Herbert started to prod at the hole, but Dan grabbed his hand and held him still. “It doesn’t hurt,” Herbert said. He looked up into Dan’s eyes, the pupils and brown irises and healthy white sclera, unmarred by burst blood vessels. “It should, but it doesn’t.”
“I’ll stitch it up,” Dan said. “Don’t move, I’ll just—”
“There’s no point,” Herbert said. “You do know that, right?”
“What are you saying?”
Laughter bubbled up in Herbert’s throat like the blood had, back when he’d still had some. “As if you don’t know. Quit pretending I’m not a corpse.”
“Don’t say that,” Dan said in that soft, reproving tone he got when confronted with facts he didn’t like. “You’re going to find a new reagent, and—”
“It took me years to discover the first one. You think I can find a whole new formula in a matter of weeks?” Herbert wasn’t even sure how long he’d been trying. Time passed strangely when he never slept and rarely saw the light of day.
“Put me to work,” Dan said. “I told you, I can help. I can be your hands. I can—”
“You can’t!”
But Herbert had spoken too emphatically. Something tore in his throat, and he ended up in a coughing fit, dry and raw and distantly painful. He focused on containing it, on preventing any more tearing. When the fit had passed, he found Dan’s hands clasping his shoulders, his eyes full of that doctorly concern that medical school made such efforts to beat out of its students and that Herbert had never been burdened with in the first place.

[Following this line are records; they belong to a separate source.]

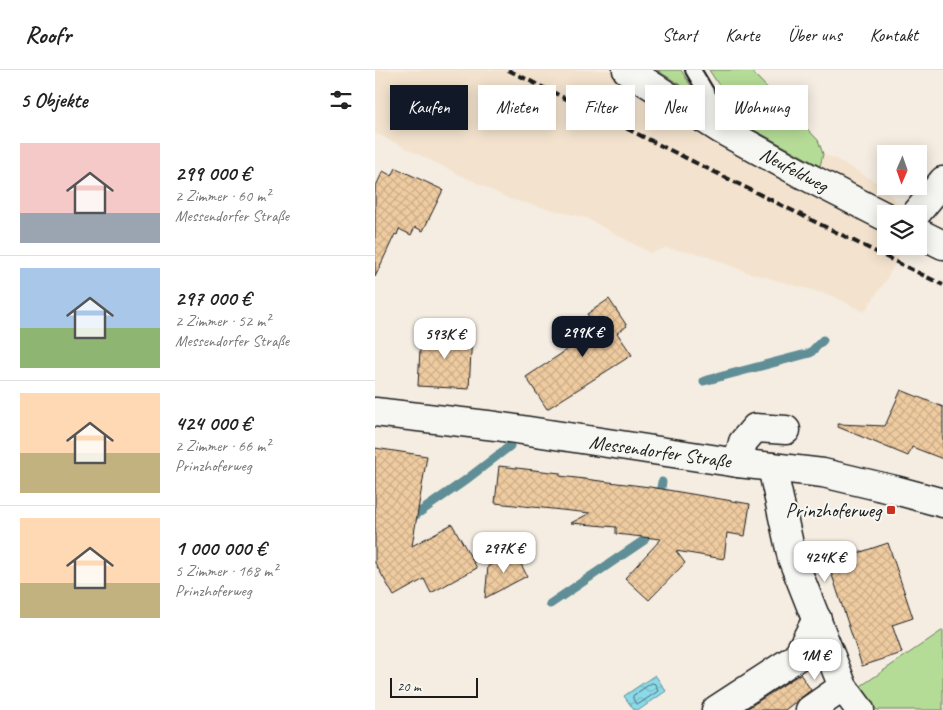 <!DOCTYPE html>
<html lang="de">
<meta charset="utf-8">
<style>
:root{--surface:#fff;--page:#f2f2f2;--text:#222;--muted:#767676;--line:#e0e0e0;--accent:#111827}
body{margin:0;font-family:Caveat,sans-serif;background:var(--page);color:var(--text);height:100vh;display:flex;flex-direction:column;font-size:19px;white-space:nowrap}
*{box-sizing:border-box;margin:0}
p{font-size:16px;color:var(--muted)}
.icon{flex:none;width:28px;height:28px;fill:none;stroke:currentColor;stroke-width:2;stroke-linecap:round;stroke-linejoin:round}
.map{position:relative;flex:1;overflow:hidden}
.drawer{display:flex;flex-direction:column;background:var(--surface);width:375px}
.drawer>*{flex:none}
.hud{position:absolute;left:15px;top:15px;width:475px;height:45px;display:flex;gap:10px}
.needle{width:32px;rotate:182deg}
.tools{position:absolute;left:502px;top:75px;display:grid;gap:10px}
.tools a{display:grid;place-items:center;width:50px;height:50px;border-radius:0px;background:var(--surface);box-shadow:0 2px 12px #0003;font-size:25px}
.scale{position:absolute;left:15px;bottom:12px;width:88px;box-sizing:border-box;padding-left:5px;border:2px solid #1c1c1c;border-top:0;font-size:14px;line-height:18px;white-space:nowrap;color:#1c1c1c;-webkit-text-stroke:4px #f6f6f2;paint-order:stroke}
.price{position:absolute;translate:-50% -42px;padding:0 11px;border-radius:10px;background:#fff;color:#222;font-size:16px;line-height:32px;filter:drop-shadow(0 1px 2px #0008)}
.price::after{content:'';position:absolute;left:50%;top:30px;width:15px;height:11px;margin-left:-8px;background:inherit;clip-path:polygon(0 0,100% 0,50% 100%)}
.price.current{background:var(--accent);color:#fff}
ul{padding:0;list-style:none}
li{display:flex;align-items:center;gap:15px;height:125px;padding:0 20px}
li+li{border-top:1px solid var(--line)}
li span{display:grid;place-items:center;flex:none;width:140px;height:100px;border-radius:0px;color:#555}
li>.icon{margin-inline-start:auto}
span .icon{width:60px;height:60px;fill:#fffc;stroke-width:1}
li b{font-size:21px}
h2{display:flex;justify-content:space-between;align-items:center;height:60px;padding:0 20px;font-size:21px}
.pill{padding:0 18px;border-radius:0px;background:var(--surface);box-shadow:0 2px 12px #0003;font-size:18px;line-height:45px}
.pill.current{background:var(--accent);color:#fff}
header{display:flex;align-items:center;gap:30px;box-sizing:border-box;height:70px;padding:0 25px;background:var(--surface);border-bottom:1px solid var(--line)}
header strong{font-size:24px}
nav{display:flex;gap:28px;margin-inline-start:auto;font-size:18px}
main{display:flex;flex:1;min-height:0}
.map>svg:first-child{display:block}
</style>
<header>
<strong>Roofr</strong>
<nav><a>Start</a><a>Karte</a><a>Über uns</a><a>Kontakt</a></nav>
</header>
<main>
<section class="drawer">
<h2>5 Objekte<svg class="icon" aria-label="filters" viewBox="0 0 24 24"><path d="M4 7h16M4 17h16"/><circle cx="9" cy="7" r="2"/><circle cx="15" cy="17" r="2"/></svg></h2>
<ul>
<li><span style="background:linear-gradient(#f6c9c9 70%,#9aa5b1 0)"><svg class="icon" aria-label="home" viewBox="0 0 24 24"><path d="M3 11l9-7 9 7M6 9v11h12V9"/></svg></span><div><b>299 000 €</b><p>2 Zimmer · 60 m²</p><p>Messendorfer Straße</p></div></li>
<li><span style="background:linear-gradient(#a9c7e8 60%,#8fb573 0)"><svg class="icon" aria-label="home" viewBox="0 0 24 24"><path d="M3 11l9-7 9 7M6 9v11h12V9"/></svg></span><div><b>297 000 €</b><p>2 Zimmer · 52 m²</p><p>Messendorfer Straße</p></div></li>
<li><span style="background:linear-gradient(#ffd9b3 60%,#c2b280 0)"><svg class="icon" aria-label="home" viewBox="0 0 24 24"><path d="M3 11l9-7 9 7M6 9v11h12V9"/></svg></span><div><b>424 000 €</b><p>2 Zimmer · 66 m²</p><p>Prinzhoferweg</p></div></li>
<li><span style="background:linear-gradient(#ffd9b3 65%,#c2b280 0)"><svg class="icon" aria-label="home" viewBox="0 0 24 24"><path d="M3 11l9-7 9 7M6 9v11h12V9"/></svg></span><div><b>1 000 000 €</b><p>5 Zimmer · 168 m²</p><p>Prinzhoferweg</p></div></li>
</ul>
</section>
<div class="map">
<svg width="568" height="640" viewBox="0 0 568 640">
<defs>
<pattern id="water-waves" width="16" height="10" patternUnits="userSpaceOnUse" patternTransform="scale(1.25)"><rect width="16" height="10" fill="#8bdae9"/><path d="M0 5q4-4 8 0t8 0" fill="none" stroke="#77bac7"/></pattern>
<pattern id="building-cross-hatch" width="8" height="8" patternUnits="userSpaceOnUse" patternTransform="scale(1.25)"><rect width="8" height="8" fill="#efcba0"/><path d="M0 0l8 8M0 8l8-8" fill="none" stroke="#ccae89"/></pattern>
</defs>
<rect width="100%" height="100%" fill="#f5ede2"/>
<filter id="ink" filterUnits="userSpaceOnUse"><feTurbulence type="fractalNoise" baseFrequency=".02" numOctaves="2"/><feDisplacementMap in="SourceGraphic" scale="10" xChannelSelector="R" yChannelSelector="G"/><feConvolveMatrix kernelMatrix="1 2 1 2 8 2 1 2 1" color-interpolation-filters="sRGB"/></filter>
<g filter="url(#ink)">
<path fill="#f3e3ce" d="M0,0H259L367,52L461,89L503,113L524,134L526,144H511V176H530L510,212L489,242L458,226L371,202L329,185L291,178L275,183L211,148L134,129L0,63Z"/>
<g fill="#b5dc97" stroke="#687c5a">
<path d="M282,0H306L316,16L313,20Z"/>
<path d="M334,0H375L443,70L448,84L445,96L370,55Z"/>
<path d="M568,560V640H502L483,618Z"/>
</g>
<path fill="url(#water-waves)" stroke="#5f8e97" d="M280,605L291,621L264,640H259L249,626Z"/>
<g fill="none" stroke-linecap="round" stroke-linejoin="round">
<path stroke="#48686e" stroke-width="1" d="M277,613L280,614L283,621L264,634H261L258,629V626Z"/>
<g stroke="#5f8e97" stroke-width="9">
<path d="M329,311L435,283L448,270"/>
<path d="M284,429L287,412"/>
<path d="M32,451L88,412L135,376"/>
<path d="M175,534L268,471L275,458"/>
</g>
</g>
<g fill="url(#building-cross-hatch)" stroke="#1c1c1c">
<path d="M21,98L68,120L48,161L40,157L36,165L24,159L22,165L20,164L0,207V118L8,101L17,106Z"/>
<path d="M234,229L252,256L242,263L257,285L172,339L151,307L222,260L212,244Z"/>
<path d="M46,262L97,264L94,319L43,316Z"/>
<path d="M526,320L568,337V389L537,377L533,386L463,357V354L510,356Z"/>
<path d="M0,378L52,386L37,476L77,454L102,498L56,523L49,509L19,526L0,493Z"/>
<path d="M124,396L185,403V406L275,417L375,434L370,466L352,463L349,489L301,481L310,493L274,530L250,508L286,469L241,464V457L196,453L215,443L120,433Z"/>
<path d="M513,473L538,548L517,555L527,583L487,596L453,493Z"/>
<path d="M140,482L152,506L110,528L113,496Z"/>
<path d="M425,604L436,620L410,640H370Z"/>
</g>
<g fill="none" stroke-linecap="round" stroke-linejoin="round">
<defs>
<path id="service" d="M318,0L339,35L344,58"/>
<g id="minor">
<path d="M541,144L568,111"/>
<path d="M0,342L121,356L363,393L448,403L520,420L568,433"/>
<path d="M363,393L368,372L380,358L411,360"/>
<path d="M397,397L417,488L468,617L485,640"/>
<path d="M341,640L422,587L442,549"/>
<path d="M435,640L468,617"/>
</g>
<g id="tertiary">
<path d="M252,0L345,59L425,103L511,147"/>
<path d="M544,163L568,175"/>
</g>
</defs>
<use href="#service" stroke="#1c1c1c" stroke-width="18"/>
<use href="#minor" stroke="#1c1c1c" stroke-width="31"/>
<use href="#tertiary" stroke="#1c1c1c" stroke-width="31"/>
<use href="#service" stroke="#f6f6f2" stroke-width="14"/>
<use href="#minor" stroke="#f6f6f2" stroke-width="28"/>
<use href="#tertiary" stroke="#f6f6f2" stroke-width="28"/>
<path stroke="#1c1c1c" stroke-width="4" stroke-dasharray="8 4" stroke-linecap="butt" d="M133,0L568,215"/>
</g>
</g>
<rect fill="#c8321e" stroke="#f6f6f2" stroke-width="2" x="511" y="435" width="10" height="10" rx="2.5"/>
<g text-anchor="middle" stroke-width="4" stroke-linejoin="round" paint-order="stroke">
<g font-size="20" fill="#1c1c1c" stroke="#f6f6f2">
<text transform="translate(419 99) rotate(28)" y="7">Neufeldweg</text>
<text transform="translate(285 381) rotate(8)" y="7">Messendorfer Straße</text>
</g>
<g font-size="20" fill="#1c1c1c" stroke="#f6f6f2" text-anchor="end">
<text x="506" y="447">Prinzhoferweg</text>
</g>
</g>
</svg>
<div class="tools">
<a><svg class="needle" viewBox="-14 -14 28 28"><path d="M0-13l5 13h-10z" fill="#e53935"/><path d="M0 13l5-13h-10z" fill="#767676"/></svg></a>
<a><svg class="icon" aria-label="layers" viewBox="0 0 24 24"><path d="M12 4l9 5-9 5-9-5zM3 14l9 5 9-5"/></svg></a>
</div>
<div class="scale">20 m</div>
<b class="price current" style="left:208px;top:288px">299K €</b>
<b class="price" style="left:70px;top:290px">593K €</b>
<b class="price" style="left:129px;top:504px">297K €</b>
<b class="price" style="left:450px;top:513px">424K €</b>
<b class="price" style="left:440px;top:611px">1M €</b>
<div class="hud">
<a class="pill current">Kaufen</a>
<a class="pill">Mieten</a>
<a class="pill">Filter</a>
<a class="pill">Neu</a>
<a class="pill">Wohnung</a>
</div>
</div>
</main> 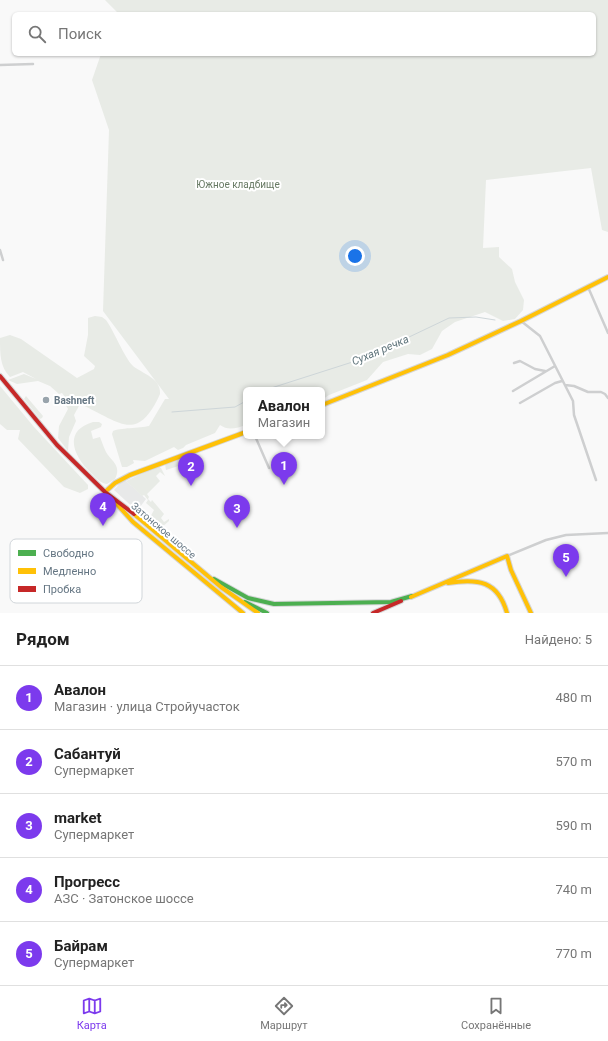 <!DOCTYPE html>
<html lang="ru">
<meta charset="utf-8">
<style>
:root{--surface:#fff;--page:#f2f2f2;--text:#222;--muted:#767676;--line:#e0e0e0;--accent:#7c3aed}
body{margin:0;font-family:Roboto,sans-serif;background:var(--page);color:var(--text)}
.you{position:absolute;left:355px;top:256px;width:14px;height:14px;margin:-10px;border:3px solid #fff;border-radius:50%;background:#1a73e8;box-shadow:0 0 0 6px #1a73e833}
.badge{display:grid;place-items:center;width:26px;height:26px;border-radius:50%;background:var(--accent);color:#fff;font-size:13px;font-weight:700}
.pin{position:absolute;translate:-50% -33px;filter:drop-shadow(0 1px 2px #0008)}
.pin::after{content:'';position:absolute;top:21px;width:14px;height:12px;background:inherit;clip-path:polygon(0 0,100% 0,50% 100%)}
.popup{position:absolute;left:243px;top:387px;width:82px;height:52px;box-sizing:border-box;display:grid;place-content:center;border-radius:6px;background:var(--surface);filter:drop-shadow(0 1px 3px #0005);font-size:13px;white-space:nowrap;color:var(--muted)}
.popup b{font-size:15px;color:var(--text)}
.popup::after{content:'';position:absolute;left:50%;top:100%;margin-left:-8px;border:8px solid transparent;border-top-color:var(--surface)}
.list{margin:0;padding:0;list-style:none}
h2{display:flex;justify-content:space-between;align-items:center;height:52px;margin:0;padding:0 16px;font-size:17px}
h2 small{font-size:13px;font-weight:400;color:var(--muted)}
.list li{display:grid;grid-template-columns:26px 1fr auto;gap:12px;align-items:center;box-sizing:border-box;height:64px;padding:0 16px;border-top:1px solid var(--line)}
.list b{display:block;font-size:15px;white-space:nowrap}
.list p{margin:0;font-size:13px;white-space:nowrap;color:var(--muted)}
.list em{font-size:13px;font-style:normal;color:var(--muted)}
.icon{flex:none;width:22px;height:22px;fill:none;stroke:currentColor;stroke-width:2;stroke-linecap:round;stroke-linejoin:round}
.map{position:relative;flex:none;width:608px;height:613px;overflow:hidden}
.search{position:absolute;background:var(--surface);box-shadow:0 1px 3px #0004;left:12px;right:12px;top:12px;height:44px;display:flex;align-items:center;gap:10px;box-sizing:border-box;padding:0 14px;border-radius:6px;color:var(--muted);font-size:15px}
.sheet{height:372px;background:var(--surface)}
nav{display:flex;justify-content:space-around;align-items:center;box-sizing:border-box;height:56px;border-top:1px solid var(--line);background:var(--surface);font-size:11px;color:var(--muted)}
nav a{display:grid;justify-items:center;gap:2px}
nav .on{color:var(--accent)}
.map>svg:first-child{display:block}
.built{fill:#e8e9e9}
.green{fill:#e8ebe6}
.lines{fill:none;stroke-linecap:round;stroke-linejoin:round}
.stream{stroke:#ced6d9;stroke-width:1}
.fast-casing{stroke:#d5d6d7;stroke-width:6}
.slow-casing{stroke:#d5d6d7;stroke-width:6}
.jam-casing{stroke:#d5d6d7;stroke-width:6}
.street{stroke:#cecfd0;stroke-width:2.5}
.fast{stroke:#4caf50;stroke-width:4}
.slow{stroke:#ffc107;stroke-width:4}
.jam{stroke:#c62828;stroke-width:4}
.poi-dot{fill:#99a4ac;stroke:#fff;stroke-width:1.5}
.labels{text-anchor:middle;stroke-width:4;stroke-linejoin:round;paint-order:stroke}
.park-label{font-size:10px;fill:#687a64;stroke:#fff}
.poi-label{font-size:10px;font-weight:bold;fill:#657683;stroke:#fff;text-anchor:start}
.street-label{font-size:10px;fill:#657683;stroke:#fff}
.water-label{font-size:11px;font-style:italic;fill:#60757c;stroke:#fff}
.key{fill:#fff;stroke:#d1d6da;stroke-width:1}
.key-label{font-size:11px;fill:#657683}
</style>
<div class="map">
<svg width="608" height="613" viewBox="0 0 608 613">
<rect width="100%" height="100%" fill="#f9f9f9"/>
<!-- built -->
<path class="built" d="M 122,481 L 126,481 L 146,499 L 137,511 L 114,490 Z"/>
<!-- green -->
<path class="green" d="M 105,0 L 608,0 L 608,232 L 602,230 L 591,168 L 486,180 L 483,248 L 499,247 L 499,257 L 512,269 L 515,282 L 524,300 L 523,310 L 515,319 L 503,321 L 485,312 L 455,322 L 442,331 L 432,349 L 420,355 L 408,354 L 383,362 L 367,380 L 329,395 L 323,399 L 322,390 L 246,390 L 246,425 C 237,428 228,431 220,425 L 215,433 L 186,445 L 183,448 L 178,450 L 174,447 L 145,461 L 133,460 L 134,463 L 127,467 L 122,467 L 112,434 L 113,431 C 119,428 140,428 149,426 L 165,399 L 169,399 L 103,311 L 109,130 L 92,80 L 101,54 L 594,54 L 594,14 L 116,14 L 117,12 Z
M 95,316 L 102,317 L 106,320 C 114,331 124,357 133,366 C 143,374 161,378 160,394 C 137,445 119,421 80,404 L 74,415 L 76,421 L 69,437 L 68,451 L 58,438 L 59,426 L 68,409 L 62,399 L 65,397 L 62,393 L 59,394 L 50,386 L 38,381 L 17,384 L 8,380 L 24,374 L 36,379 L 23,372 L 10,377 C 0,367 0,354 0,338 L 10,335 L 21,339 L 77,378 L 94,369 L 95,366 L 84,356 L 88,335 L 88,318 Z
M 0,386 L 34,427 L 88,485 L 88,489 L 80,493 L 64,487 L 18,439 L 20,430 L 7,430 L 0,424 Z
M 26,396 L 43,416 L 42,418 L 40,419 L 24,399 Z
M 93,422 L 99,422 L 102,424 L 101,427 L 91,431 L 93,439 L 100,437 C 102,442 104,448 106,452 C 111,461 122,465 115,479 L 107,484 C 100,483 96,478 91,473 C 74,457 62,431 93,422 Z
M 189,456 L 194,461 L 166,470 L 165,464 Z
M 158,466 L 161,468 L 165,476 L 160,472 L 156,476 L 160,481 L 147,494 L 149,497 L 148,499 L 151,502 L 152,500 L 164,514 L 161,518 L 164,522 L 169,519 L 169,521 L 161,528 L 157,528 L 148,521 L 154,510 L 146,503 L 148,500 L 144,495 L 142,496 L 126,481 Z"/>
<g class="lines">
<!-- stream -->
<path class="stream" d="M 265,390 L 365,358 L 449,318 L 476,317 L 495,320
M 172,412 L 235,407 L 246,401"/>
<!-- fast casing -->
<g class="fast-casing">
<path id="fast" d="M 214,579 L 248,598 L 274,604 L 391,602 L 412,596
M 245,602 L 267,613"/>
</g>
<!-- slow casing -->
<g class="slow-casing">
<path id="slow" d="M 322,405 L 448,355 L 521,321 L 608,277
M 105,492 L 115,483 L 130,475 L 246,432
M 115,502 L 133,522 L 243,613
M 134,514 L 221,587 L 258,613
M 448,583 C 478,578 498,581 507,613
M 411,597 L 507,556 L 511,570 L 531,613"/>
</g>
<!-- jam casing -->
<g class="jam-casing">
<path id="jam" d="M 0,376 L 57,445 L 105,492 L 134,514
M 373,613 L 401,601"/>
</g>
<!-- street -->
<path class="street" d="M 0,65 L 33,64
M 0,250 L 3,260
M 588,287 L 608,333
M 521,321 L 540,336 L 573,401 L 574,415 L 596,480
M 514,363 L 520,361 L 535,369 L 545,371
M 565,385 L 574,386 L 588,392 L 601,392 L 605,394 L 608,398
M 513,391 L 555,366
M 520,403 L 555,383 L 562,381
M 255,436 L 269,468
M 507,556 L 546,540 L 566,535 L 608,533"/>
<!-- fast -->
<use href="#fast" class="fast"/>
<!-- slow -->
<use href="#slow" class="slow"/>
<!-- jam -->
<use href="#jam" class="jam"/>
</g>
<!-- markers -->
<circle class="poi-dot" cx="46" cy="400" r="4"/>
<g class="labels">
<!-- park labels -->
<g class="park-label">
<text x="238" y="188">Южное кладбище</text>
</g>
<!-- poi labels -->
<g class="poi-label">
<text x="54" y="404">Bashneft</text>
</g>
<!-- street labels -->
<g class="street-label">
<text transform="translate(164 530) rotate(40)" y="4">Затонское шоссе</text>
</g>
<!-- water labels -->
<g class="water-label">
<text transform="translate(380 350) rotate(-23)" y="4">Сухая речка</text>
</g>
</g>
<!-- legend -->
<rect x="10" y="539" width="132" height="64" rx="6" class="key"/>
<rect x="18" y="550" width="18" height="6" fill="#4caf50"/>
<rect x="18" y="568" width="18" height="6" fill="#ffc107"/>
<rect x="18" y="586" width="18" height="6" fill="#c62828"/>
<g class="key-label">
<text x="43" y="557">Свободно</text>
<text x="43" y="575">Медленно</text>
<text x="43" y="593">Пробка</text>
</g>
</svg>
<div class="you"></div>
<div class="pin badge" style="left:284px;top:485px">1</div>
<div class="popup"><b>Авалон</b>Магазин</div>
<div class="pin badge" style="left:191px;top:486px">2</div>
<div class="pin badge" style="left:237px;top:528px">3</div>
<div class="pin badge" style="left:103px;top:526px">4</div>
<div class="pin badge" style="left:566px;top:577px">5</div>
<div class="search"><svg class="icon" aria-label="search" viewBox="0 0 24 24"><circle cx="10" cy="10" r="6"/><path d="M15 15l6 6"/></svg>Поиск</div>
</div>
<section class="sheet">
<h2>Рядом<small>Найдено: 5</small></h2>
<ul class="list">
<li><span class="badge">1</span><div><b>Авалон</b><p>Магазин · улица Стройучасток</p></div><em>480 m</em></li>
<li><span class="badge">2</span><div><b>Сабантуй</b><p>Супермаркет</p></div><em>570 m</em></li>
<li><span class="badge">3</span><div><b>market</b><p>Супермаркет</p></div><em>590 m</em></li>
<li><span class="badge">4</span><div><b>Прогресс</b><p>АЗС · Затонское шоссе</p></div><em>740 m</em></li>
<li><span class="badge">5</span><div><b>Байрам</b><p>Супермаркет</p></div><em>770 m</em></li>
</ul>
</section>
<nav>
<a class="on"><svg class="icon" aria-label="map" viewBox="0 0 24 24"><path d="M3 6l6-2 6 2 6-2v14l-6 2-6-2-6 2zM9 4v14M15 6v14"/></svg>Карта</a>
<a><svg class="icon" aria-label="directions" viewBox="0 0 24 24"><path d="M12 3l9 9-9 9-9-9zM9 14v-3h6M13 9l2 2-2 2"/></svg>Маршрут</a>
<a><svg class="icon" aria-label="saved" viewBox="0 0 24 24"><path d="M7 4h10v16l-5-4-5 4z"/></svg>Сохранённые</a>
</nav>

“You can’t,” Herbert rasped. “I’m just another of your patients, dead on the table. You should know by now when to quit, Doctor Cain.”
Dan flinched. Herbert almost regretted the words, but they’d accomplished what he wanted. When Herbert struggled to his feet and began an unsteady climb up the stairs, Dan let him go without protest.
Herbert didn’t know why he ended up on the house’s back step. What little appeal fresh air had once had was lost to him now. Perhaps it was a strictly irrational impulse, yet another sign of deterioration. The sun dropped nearer and nearer the horizon, casting golden light over the slats of the fence and the leaves of the yard’s single tree. Herbert’s ass grew cold on the concrete.
The door opened behind him, then closed. Dan sat next to him. A sidelong glance told Herbert that Dan was angry, which was likely better than the other options, even though Herbert was exhausted by the prospect of further argument. That was probably the real sign of how far gone he was.
And yet what Dan said next surprised him. “You’re not just another one of my patients.”
Herbert scoffed. “No?”
“No.” Dan glared fiercely: offended, but Herbert couldn’t imagine by what.
Instead of explaining, Dan gripped Herbert by the shoulder, leaned over, and put his lips on Herbert’s.
Herbert didn’t have much breath left to steal. He sat very still while Dan mouthed at him. After a while Dan pulled slowly away. He was still glaring, and his chin was tipped up, a sign of challenge Herbert had observed in plenty of men stupider than Dan.
Herbert cleared his throat, or tried to. “That can’t have been pleasant,” he said.
Dan huffed softly and looked away. “You’re such a dick.”
He moved to stand, but Herbert caught his arm. They looked at each other, Dan into Herbert’s eyes which were no doubt both bloodshot by now, Herbert into Dan’s wide brown ones, fringed with those absurdly long lashes. Something twinged in Herbert’s chest. He slid his hand down and cautiously twined his fingers together with Dan’s.
Something gave way in his hand, perhaps a tendon, but he ignored it. There’d be time to make notes on it later. Probably.